- **ABOUT THIS EXERCISE**: What you return must match the listing below line for line, minus its pictures.

*** DATA SUPPLIED Section Begins ***

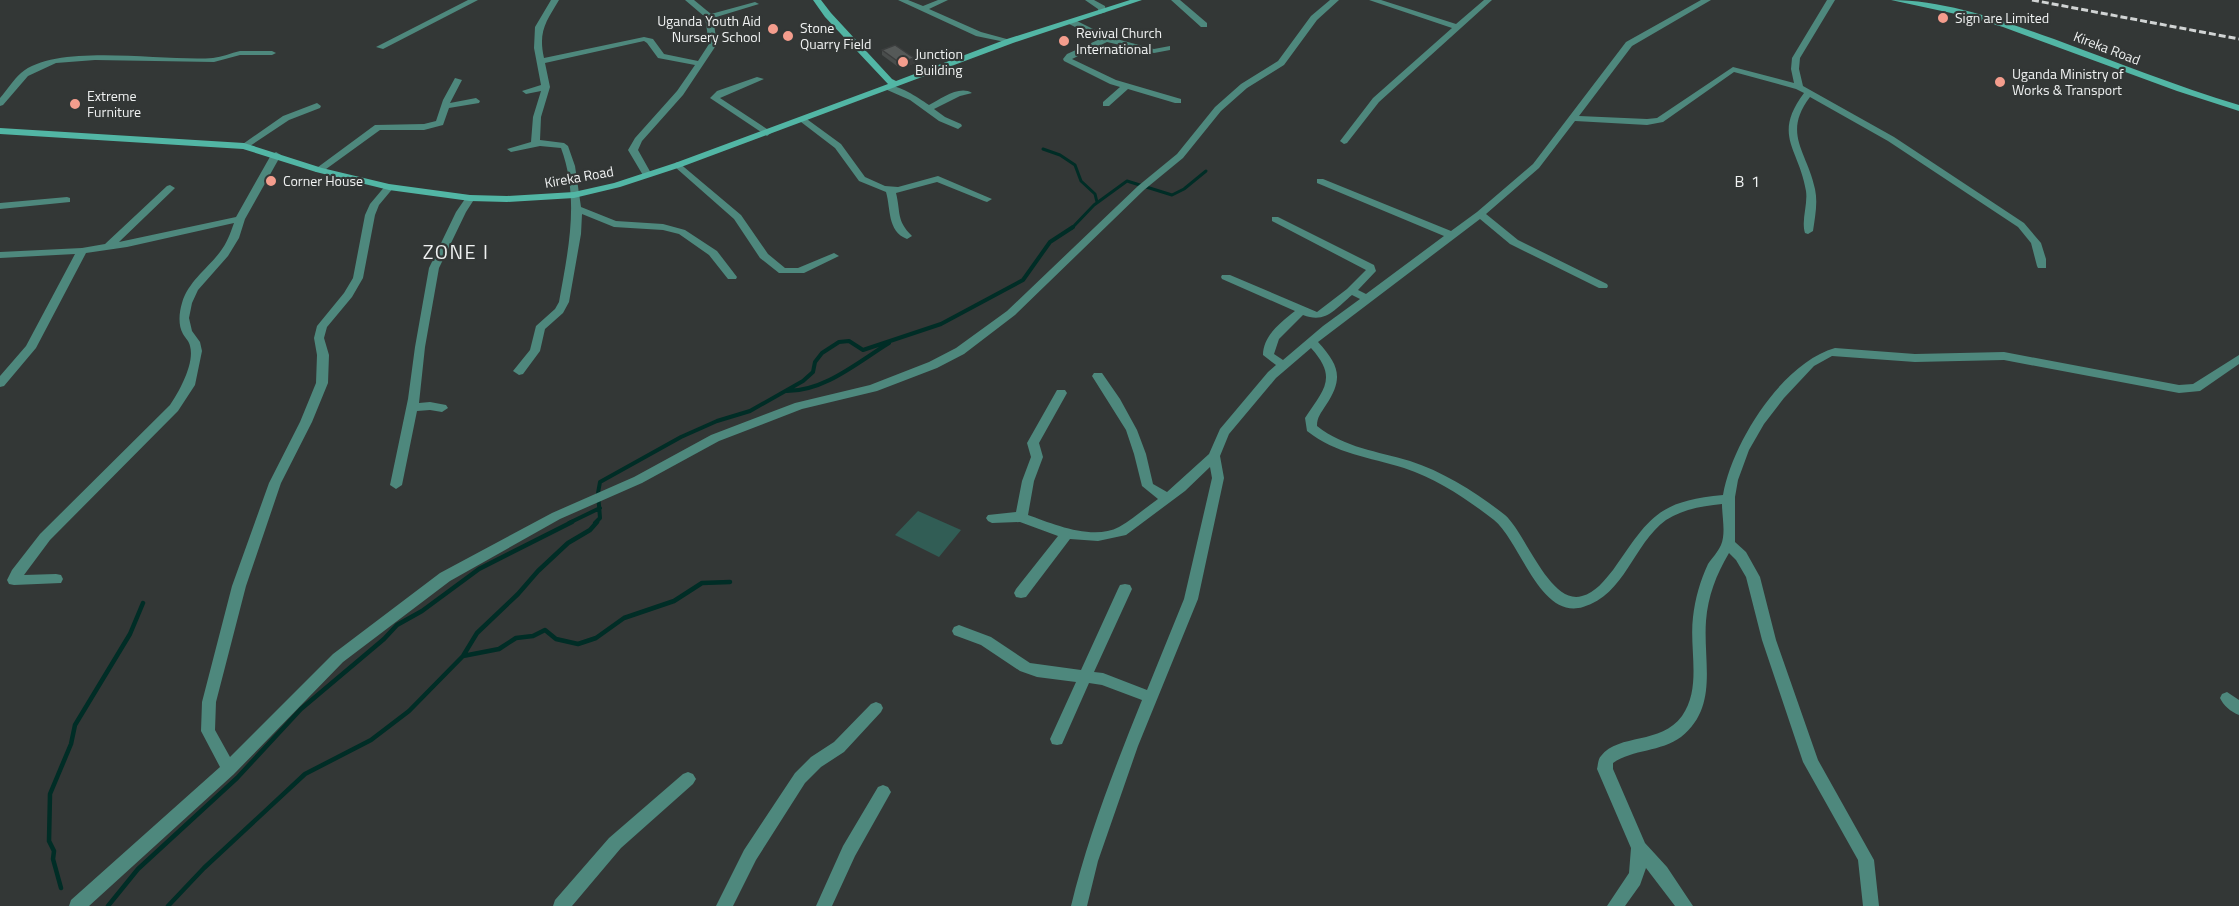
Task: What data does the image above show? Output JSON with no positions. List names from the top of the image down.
{
  "streets": {
    "main road": ["Kireka Road"]
  },
  "districts": ["B 1", "ZONE I"],
  "places": [
    "Sign are Limited",
    "Uganda Youth Aid Nursery School",
    "Stone Quarry Field",
    "Revival Church International",
    "Junction Building",
    "Uganda Ministry of Works & Transport",
    "Extreme Furniture",
    "Corner House"
  ]
}
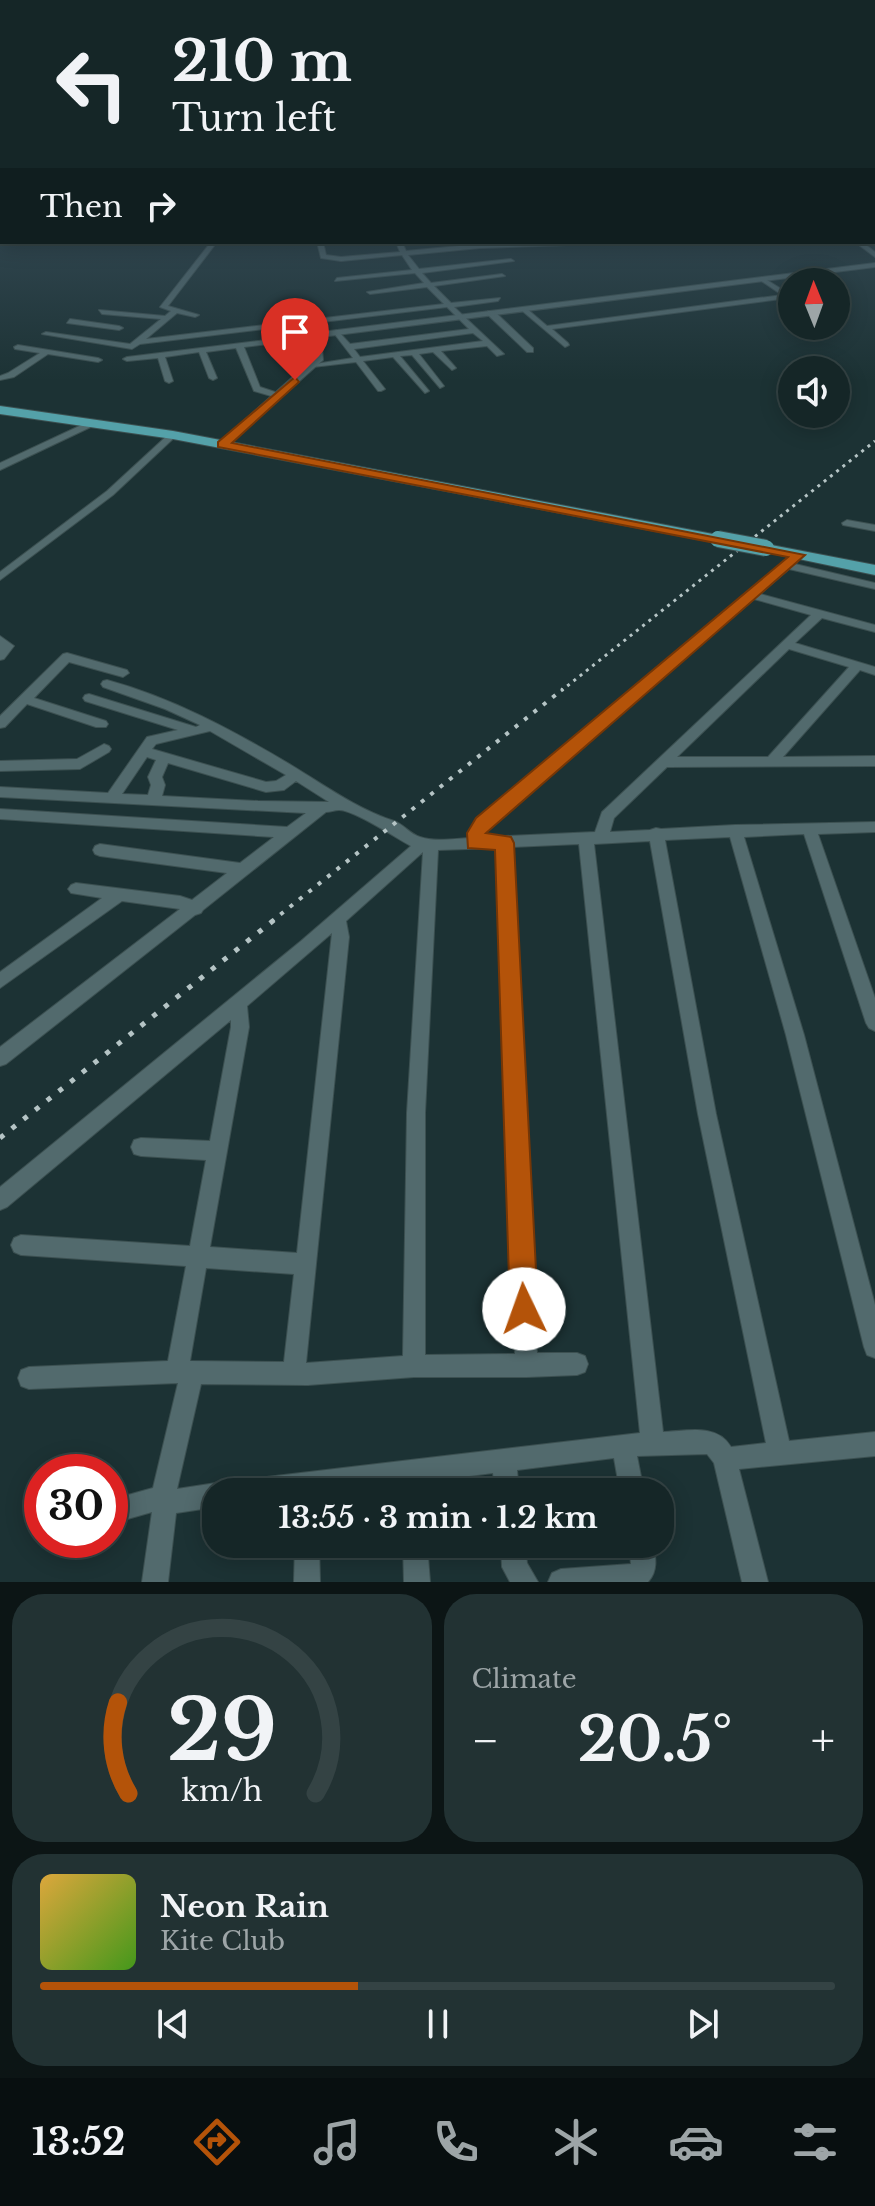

*** DATA SUPPLIED Section Ends ***

- **EXERCISE ANSWER**:
Task: What data does the image above show? Output JSON with no positions. List names from the top of the image down.
{
  "streets": {
    "main road": ["Kireka Road"]
  },
  "districts": ["B 1", "ZONE I"],
  "places": [
    "Sign are Limited",
    "Uganda Youth Aid Nursery School",
    "Stone Quarry Field",
    "Revival Church International",
    "Junction Building",
    "Uganda Ministry of Works & Transport",
    "Extreme Furniture",
    "Corner House"
  ]
}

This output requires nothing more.